On the Python side, let's add the following function to minimal_plugin/__init__.py:

def snowball_stem(expr: IntoExpr) -> pl.Expr:
    expr = parse_into_expr(expr)
    return expr.register_plugin(
        lib=lib,
        symbol="snowball_stem",
        is_elementwise=True,
    )

Then, we can define the function like this in src/expressions.rs:

use rust_stemmers::{Algorithm, Stemmer};

#[polars_expr(output_type=String)]
fn snowball_stem(inputs: &[Series]) -> PolarsResult<Series> {
    let ca: &StringChunked = inputs[0].str()?;
    let en_stemmer = Stemmer::create(Algorithm::English);
    let out: StringChunked = ca.apply_to_buffer(|value: &str, output: &mut String| {
        write!(output, "{}", en_stemmer.stem(value)).unwrap()
    });
    Ok(out.into_series())
}

Let's try it out! Put the following in run.py:

import polars as pl
import minimal_plugin as mp

df = pl.DataFrame({'word': ["fearlessly", "littleness", "lovingly", "devoted"]})
print(df.with_columns(b=mp.snowball_stem('word')))

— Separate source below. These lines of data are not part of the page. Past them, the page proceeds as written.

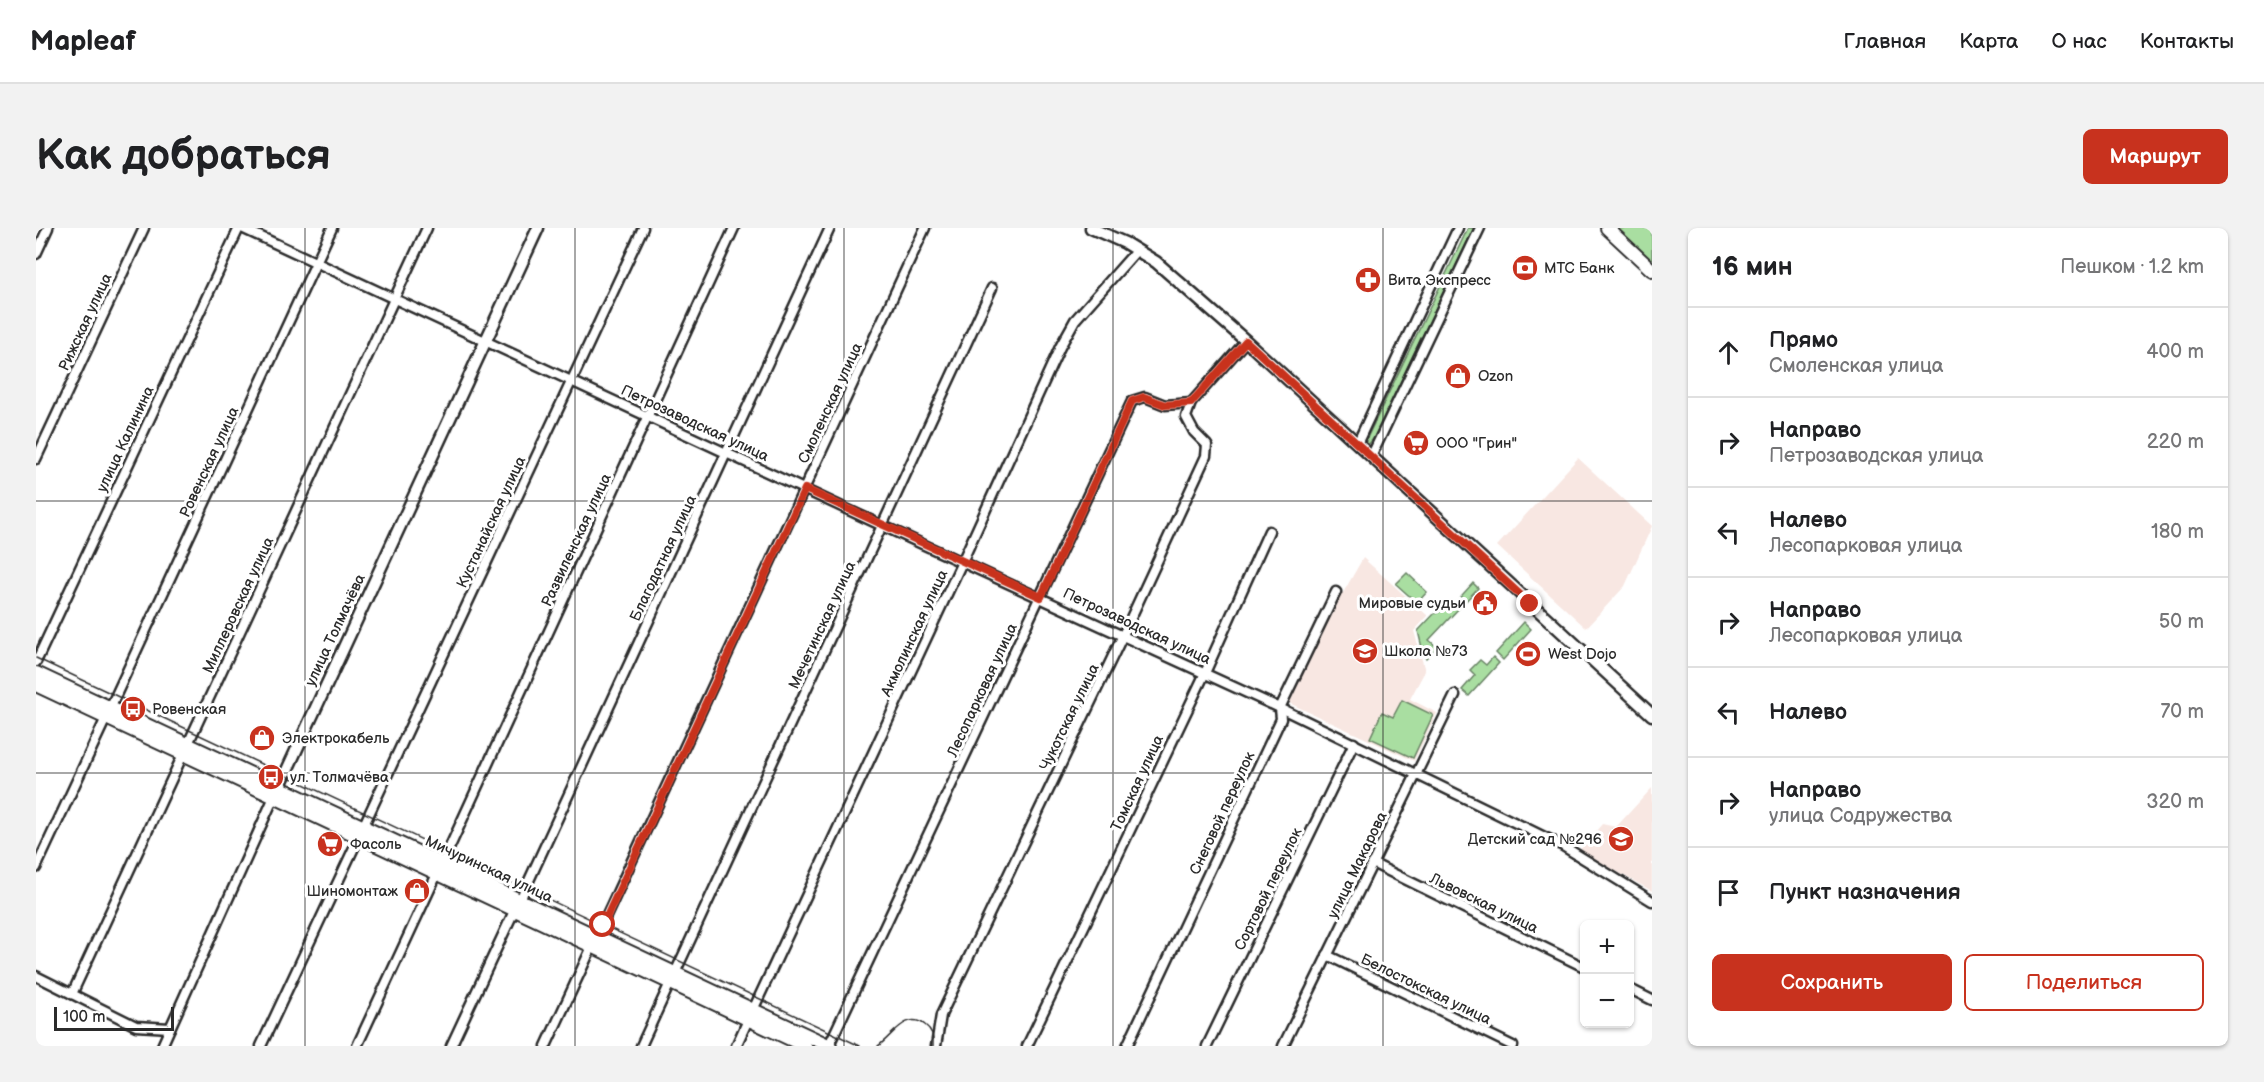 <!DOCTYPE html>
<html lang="ru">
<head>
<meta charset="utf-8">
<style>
  :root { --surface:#fff; --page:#f2f2f2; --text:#202124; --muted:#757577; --line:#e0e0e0; --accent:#c8321e }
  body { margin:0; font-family:"Balsamiq Sans",sans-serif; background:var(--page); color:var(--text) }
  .controls { position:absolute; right:18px; bottom:18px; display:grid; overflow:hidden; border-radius:9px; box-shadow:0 2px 4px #0004 }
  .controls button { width:54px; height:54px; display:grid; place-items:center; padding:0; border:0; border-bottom:2px solid var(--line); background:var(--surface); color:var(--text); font:30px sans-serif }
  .scale { position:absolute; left:18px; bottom:15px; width:120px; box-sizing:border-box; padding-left:6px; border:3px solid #2b2b2b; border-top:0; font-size:16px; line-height:21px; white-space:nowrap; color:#2b2b2b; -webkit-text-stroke:4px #fff; paint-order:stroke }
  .stop { position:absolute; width:18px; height:18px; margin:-14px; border:4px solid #c8321e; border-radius:50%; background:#fff }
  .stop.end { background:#c8321e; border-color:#fff; box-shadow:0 2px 6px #0008 }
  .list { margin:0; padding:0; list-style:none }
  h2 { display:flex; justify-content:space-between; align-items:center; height:78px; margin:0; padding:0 24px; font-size:26px }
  h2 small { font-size:20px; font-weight:400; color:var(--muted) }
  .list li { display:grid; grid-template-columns:39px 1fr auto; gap:18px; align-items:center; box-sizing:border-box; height:90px; padding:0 24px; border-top:2px solid var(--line) }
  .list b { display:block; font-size:22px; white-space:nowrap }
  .list p { margin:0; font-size:20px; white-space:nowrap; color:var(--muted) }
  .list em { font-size:20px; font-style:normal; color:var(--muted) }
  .actions { display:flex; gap:12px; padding:18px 24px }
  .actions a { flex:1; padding:14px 0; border:2px solid var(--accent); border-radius:9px; text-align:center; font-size:21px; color:var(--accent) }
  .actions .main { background:var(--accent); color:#fff }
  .icon { flex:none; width:33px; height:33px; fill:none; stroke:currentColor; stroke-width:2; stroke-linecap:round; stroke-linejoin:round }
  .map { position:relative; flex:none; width:1616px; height:818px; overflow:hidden; border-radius:9px }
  header { display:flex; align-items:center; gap:36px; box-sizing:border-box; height:84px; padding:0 30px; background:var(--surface); border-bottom:2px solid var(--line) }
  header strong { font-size:28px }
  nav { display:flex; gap:33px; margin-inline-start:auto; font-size:21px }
  .intro { display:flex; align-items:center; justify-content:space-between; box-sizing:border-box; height:144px; padding:0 36px }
  h1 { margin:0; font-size:42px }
  .button { padding:15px 27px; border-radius:9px; background:var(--accent); color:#fff; font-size:21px; font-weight:700 }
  main { display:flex; gap:36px; padding:0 36px }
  aside { flex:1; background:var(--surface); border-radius:9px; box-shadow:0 2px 4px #0004 }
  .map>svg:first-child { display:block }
</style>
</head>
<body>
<header>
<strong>Mapleaf</strong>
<nav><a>Главная</a><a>Карта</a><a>О нас</a><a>Контакты</a></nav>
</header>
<div class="intro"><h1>Как добраться</h1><a class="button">Маршрут</a></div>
<main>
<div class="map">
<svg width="1616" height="818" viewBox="0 0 1616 818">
  <rect width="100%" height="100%" fill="#fff"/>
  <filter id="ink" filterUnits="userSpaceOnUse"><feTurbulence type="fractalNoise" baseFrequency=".0167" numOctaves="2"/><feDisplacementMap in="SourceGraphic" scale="12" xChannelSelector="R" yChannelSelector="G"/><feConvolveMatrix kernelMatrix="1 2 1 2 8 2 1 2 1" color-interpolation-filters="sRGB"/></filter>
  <g filter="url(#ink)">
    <g fill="#f8e7e2">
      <polygon points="1542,230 1616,298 1589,358 1550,400 1461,318"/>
      <polygon points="1327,330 1392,388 1378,403 1389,443 1374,471 1401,485 1378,533 1251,474 1303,363 1307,365"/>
      <polygon points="1616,560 1616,663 1543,623 1566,596 1580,599"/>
    </g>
    <g fill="#a9dea1" stroke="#6a8466" stroke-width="1.5">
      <polygon points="1432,0 1438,0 1337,211 1331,218 1329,215 1332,208"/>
      <polygon points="1577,0 1616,0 1616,36"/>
      <polygon points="1371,345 1391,364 1381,375 1360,356"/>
      <polygon points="1437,355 1442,360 1393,412 1401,419 1390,430 1388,428 1382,403 1398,386 1417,377"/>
      <polygon points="1488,394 1495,401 1467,432 1460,425"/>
      <polygon points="1457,429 1463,435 1433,468 1426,462 1439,447 1434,442 1444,432 1450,437"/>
      <polygon points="1366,472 1397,487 1377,530 1334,510 1346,484 1357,489"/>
    </g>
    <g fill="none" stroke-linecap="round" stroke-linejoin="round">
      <g stroke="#2b2b2b" stroke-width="13">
        <g id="minor">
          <polyline points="206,0 847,298 1244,480 1527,618 1616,673"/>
          <polyline points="0,26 12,0"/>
          <polyline points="1321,216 1422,0"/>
          <polyline points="1335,229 1444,0"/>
          <polyline points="0,231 108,0"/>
          <polyline points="0,434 203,0"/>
          <polyline points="74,480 296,0"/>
          <polyline points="327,599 607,0"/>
          <polyline points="1336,635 1548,739"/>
          <polyline points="406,636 698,0"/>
          <polyline points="0,640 70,490"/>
          <polyline points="484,672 794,0"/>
          <polyline points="1291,727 1477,818"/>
          <polyline points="639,745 956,60"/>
          <polyline points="0,748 100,798 134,800"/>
          <polyline points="1594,761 1616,772"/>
          <polyline points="36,766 391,0"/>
          <polyline points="717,782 926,334 1024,119 1039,92 1101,22"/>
          <polyline points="793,817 1096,173 1109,169 1129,177 1155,175"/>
          <polyline points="126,818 238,569"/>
          <polyline points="225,818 323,609"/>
          <polyline points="321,818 401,646"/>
          <polyline points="415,818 479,681"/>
          <polyline points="510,818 889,0"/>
          <polyline points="605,818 634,755"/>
          <polyline points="700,818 712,792"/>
          <polyline points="900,818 905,787 1087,407 1170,228 1171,217 1158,204 1150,189 1155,175 1210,113"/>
          <polyline points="991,818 1169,445 1233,303"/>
          <polyline points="1091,818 1245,491 1244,480 1300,364"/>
          <polyline points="1171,818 1318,515"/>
          <polyline points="1247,818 1419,467"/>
        </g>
      </g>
      <g stroke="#2b2b2b" stroke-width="15">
        <g id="tertiary">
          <polyline points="1055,0 1089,15 1120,34 1210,113 1616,487"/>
          <polyline points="240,566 502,0"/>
        </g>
      </g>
      <g stroke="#2b2b2b" stroke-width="16">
        <g id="secondary">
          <polyline points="1571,0 1616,42"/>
          <polyline points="0,445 794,818"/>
          <polyline points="0,457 769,818"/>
        </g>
      </g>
      <use href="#minor" stroke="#fff" stroke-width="8"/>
      <use href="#tertiary" stroke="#fff" stroke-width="10"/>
      <use href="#secondary" stroke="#fff" stroke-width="12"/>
      <g stroke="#2b2b2b" stroke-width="1.5">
        <polyline points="0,430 824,818"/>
        <path d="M842,818C856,809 870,782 889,797C896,802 898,810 897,818"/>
      </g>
    </g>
  </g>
  <g fill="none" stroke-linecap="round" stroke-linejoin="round" filter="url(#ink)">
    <polyline stroke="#c8321e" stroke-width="8" points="567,697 769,261 1005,369 1096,173 1108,169 1129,177 1155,175 1210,113 1494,376"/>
  </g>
  <path fill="none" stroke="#2b2b2b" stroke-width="1.5" stroke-opacity="0.55" d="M269,0V818M539,0V818M808,0V818M1077,0V818M1347,0V818M0,273H1616M0,545H1616"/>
  <defs>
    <g id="bank-disc" transform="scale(1.35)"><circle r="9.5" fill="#c8321e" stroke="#fff"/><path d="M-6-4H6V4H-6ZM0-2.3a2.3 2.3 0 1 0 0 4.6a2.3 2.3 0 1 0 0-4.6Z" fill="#fff"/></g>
    <g id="pharmacy-disc" transform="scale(1.35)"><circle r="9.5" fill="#c8321e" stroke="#fff"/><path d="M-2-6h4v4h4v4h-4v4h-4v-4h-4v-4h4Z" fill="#fff"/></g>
    <g id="shop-disc" transform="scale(1.35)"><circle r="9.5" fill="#c8321e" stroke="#fff"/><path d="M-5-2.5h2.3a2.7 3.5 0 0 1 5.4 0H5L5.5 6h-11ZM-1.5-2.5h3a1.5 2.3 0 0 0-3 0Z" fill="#fff"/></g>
    <g id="supermarket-disc" transform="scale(1.35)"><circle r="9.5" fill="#c8321e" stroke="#fff"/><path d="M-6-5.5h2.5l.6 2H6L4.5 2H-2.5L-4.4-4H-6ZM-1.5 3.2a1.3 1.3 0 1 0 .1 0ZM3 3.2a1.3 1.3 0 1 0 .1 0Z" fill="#fff"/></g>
    <g id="civic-disc" transform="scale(1.35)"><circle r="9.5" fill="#c8321e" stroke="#fff"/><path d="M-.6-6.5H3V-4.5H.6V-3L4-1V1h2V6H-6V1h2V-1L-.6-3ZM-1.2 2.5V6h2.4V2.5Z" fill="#fff"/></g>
    <g id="school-disc" transform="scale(1.35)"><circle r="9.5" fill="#c8321e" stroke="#fff"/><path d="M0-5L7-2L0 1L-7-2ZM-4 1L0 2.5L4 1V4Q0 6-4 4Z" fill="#fff"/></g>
    <g id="stadium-disc" transform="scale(1.35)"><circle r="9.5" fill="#c8321e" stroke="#fff"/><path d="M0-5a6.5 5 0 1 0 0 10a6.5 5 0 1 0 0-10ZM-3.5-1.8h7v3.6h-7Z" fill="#fff"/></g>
    <g id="bus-disc" transform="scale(1.35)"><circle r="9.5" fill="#c8321e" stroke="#fff"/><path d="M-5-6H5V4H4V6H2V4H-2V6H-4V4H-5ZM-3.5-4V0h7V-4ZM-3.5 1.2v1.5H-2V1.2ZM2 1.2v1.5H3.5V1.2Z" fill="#fff"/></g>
  </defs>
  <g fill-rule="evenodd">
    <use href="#bank-disc" x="1489" y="40"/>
    <use href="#pharmacy-disc" x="1332" y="52"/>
    <use href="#shop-disc" x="1422" y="148"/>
    <use href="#supermarket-disc" x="1380" y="215"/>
    <use href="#civic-disc" x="1449" y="375"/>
    <use href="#school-disc" x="1329" y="423"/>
    <use href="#stadium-disc" x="1492" y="426"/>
    <use href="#bus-disc" x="97" y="481"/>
    <use href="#shop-disc" x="226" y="510"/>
    <use href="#bus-disc" x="235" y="549"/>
    <use href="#school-disc" x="1585" y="611"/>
    <use href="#supermarket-disc" x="294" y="616"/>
    <use href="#shop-disc" x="381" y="663"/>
  </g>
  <g text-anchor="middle" stroke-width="6" stroke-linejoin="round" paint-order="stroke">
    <g font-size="15" fill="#2b2b2b" stroke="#fff" text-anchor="start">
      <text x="1508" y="45">МТС Банк</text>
      <text x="1352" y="57">Вита Экспресс</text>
      <text x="1442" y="153">Ozon</text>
      <text x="1400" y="220">ООО "Грин"</text>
      <text x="1430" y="380" text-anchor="end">Мировые судьи</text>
      <text x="1348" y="428">Школа №73</text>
      <text x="1512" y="431">West Dojo</text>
      <text x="116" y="486">Ровенская</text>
      <text x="246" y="515">Электрокабель</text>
      <text x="254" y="554">ул. Толмачёва</text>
      <text x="1566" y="616" text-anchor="end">Детский сад №296</text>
      <text x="314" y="621">Фасоль</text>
      <text x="362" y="668" text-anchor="end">Шиномонтаж</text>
    </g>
    <g font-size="15" fill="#2b2b2b" stroke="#fff">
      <text transform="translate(49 94) rotate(-65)" y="5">Рижская улица</text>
      <text transform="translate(794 175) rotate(-65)" y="5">Смоленская улица</text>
      <text transform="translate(659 195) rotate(25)" y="5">Петрозаводская улица</text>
      <text transform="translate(89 211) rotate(-65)" y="5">улица Калинина</text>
      <text transform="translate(173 234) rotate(-65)" y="5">Ровенская улица</text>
      <text transform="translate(455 294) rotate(-65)" y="5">Кустанайская улица</text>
      <text transform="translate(540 312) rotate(-65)" y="5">Развиленская улица</text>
      <text transform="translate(627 330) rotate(-65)" y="5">Благодатная улица</text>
      <text transform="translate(202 377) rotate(-65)" y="5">Миллеровская улица</text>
      <text transform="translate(786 397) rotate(-65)" y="5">Мечетинская улица</text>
      <text transform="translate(1101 398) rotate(25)" y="5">Петрозаводская улица</text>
      <text transform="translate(299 402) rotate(-65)" y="5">улица Толмачёва</text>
      <text transform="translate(878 405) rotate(-65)" y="5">Акмолинская улица</text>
      <text transform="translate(946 462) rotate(-65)" y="5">Лесопарковая улица</text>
      <text transform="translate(1033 489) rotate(-64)" y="5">Чукотская улица</text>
      <text transform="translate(1101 555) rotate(-65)" y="5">Томская улица</text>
      <text transform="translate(1186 585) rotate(-65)" y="5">Снеговой переулок</text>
      <text transform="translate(1321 637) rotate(-64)" y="5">улица Макарова</text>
      <text transform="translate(453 641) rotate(25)" y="5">Мичуринская улица</text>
      <text transform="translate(1232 661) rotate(-64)" y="5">Сортовой переулок</text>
      <text transform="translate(1448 675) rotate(26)" y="5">Львовская улица</text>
      <text transform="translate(1390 761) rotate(26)" y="5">Белостокская улица</text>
    </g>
  </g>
</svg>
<div class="controls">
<button>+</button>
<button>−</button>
</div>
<div class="scale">100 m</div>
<div class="stop" style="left:567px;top:697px"></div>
<div class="stop end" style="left:1494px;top:376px"></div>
</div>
<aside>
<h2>16 мин<small>Пешком · 1.2 km</small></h2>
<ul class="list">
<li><svg class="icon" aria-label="ahead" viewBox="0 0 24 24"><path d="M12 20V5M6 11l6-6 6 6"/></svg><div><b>Прямо</b><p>Смоленская улица</p></div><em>400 m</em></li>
<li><svg class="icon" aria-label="right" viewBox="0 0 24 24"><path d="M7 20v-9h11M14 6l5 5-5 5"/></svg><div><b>Направо</b><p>Петрозаводская улица</p></div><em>220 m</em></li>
<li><svg class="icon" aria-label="left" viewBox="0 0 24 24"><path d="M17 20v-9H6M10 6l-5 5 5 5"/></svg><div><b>Налево</b><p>Лесопарковая улица</p></div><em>180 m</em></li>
<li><svg class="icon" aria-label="right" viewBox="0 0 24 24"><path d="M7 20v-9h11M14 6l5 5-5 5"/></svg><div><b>Направо</b><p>Лесопарковая улица</p></div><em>50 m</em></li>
<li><svg class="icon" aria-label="left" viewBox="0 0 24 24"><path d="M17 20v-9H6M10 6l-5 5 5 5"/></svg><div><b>Налево</b></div><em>70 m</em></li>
<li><svg class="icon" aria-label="right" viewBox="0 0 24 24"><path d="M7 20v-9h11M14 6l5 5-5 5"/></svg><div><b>Направо</b><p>улица Содружества</p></div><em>320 m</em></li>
<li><svg class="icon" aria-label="arrive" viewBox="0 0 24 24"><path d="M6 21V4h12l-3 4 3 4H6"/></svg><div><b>Пункт назначения</b></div></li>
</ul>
<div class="actions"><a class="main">Сохранить</a><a>Поделиться</a></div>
</aside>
</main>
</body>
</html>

If you then compile with maturin develop (or maturin develop --release if you're benchmarking), and run it with python run.py, you'll see:

shape: (4, 2)
┌────────────┬──────────┐
│ a          ┆ b        │
│ ---        ┆ ---      │
│ str        ┆ str      │
╞════════════╪══════════╡
│ fearlessly ┆ fearless │
│ littleness ┆ littl    │
│ lovingly   ┆ love     │
│ devoted    ┆ devot    │
└────────────┴──────────┘

In this example, we took on an extra dependency, which increased the size of the package. By using plugins, we have a way of accessing extra functionality without having to bloat up the size of the main Polars install too much!

Stretch goal

Browse through crates.io - is there any other crate you could use to make your own plugin out of?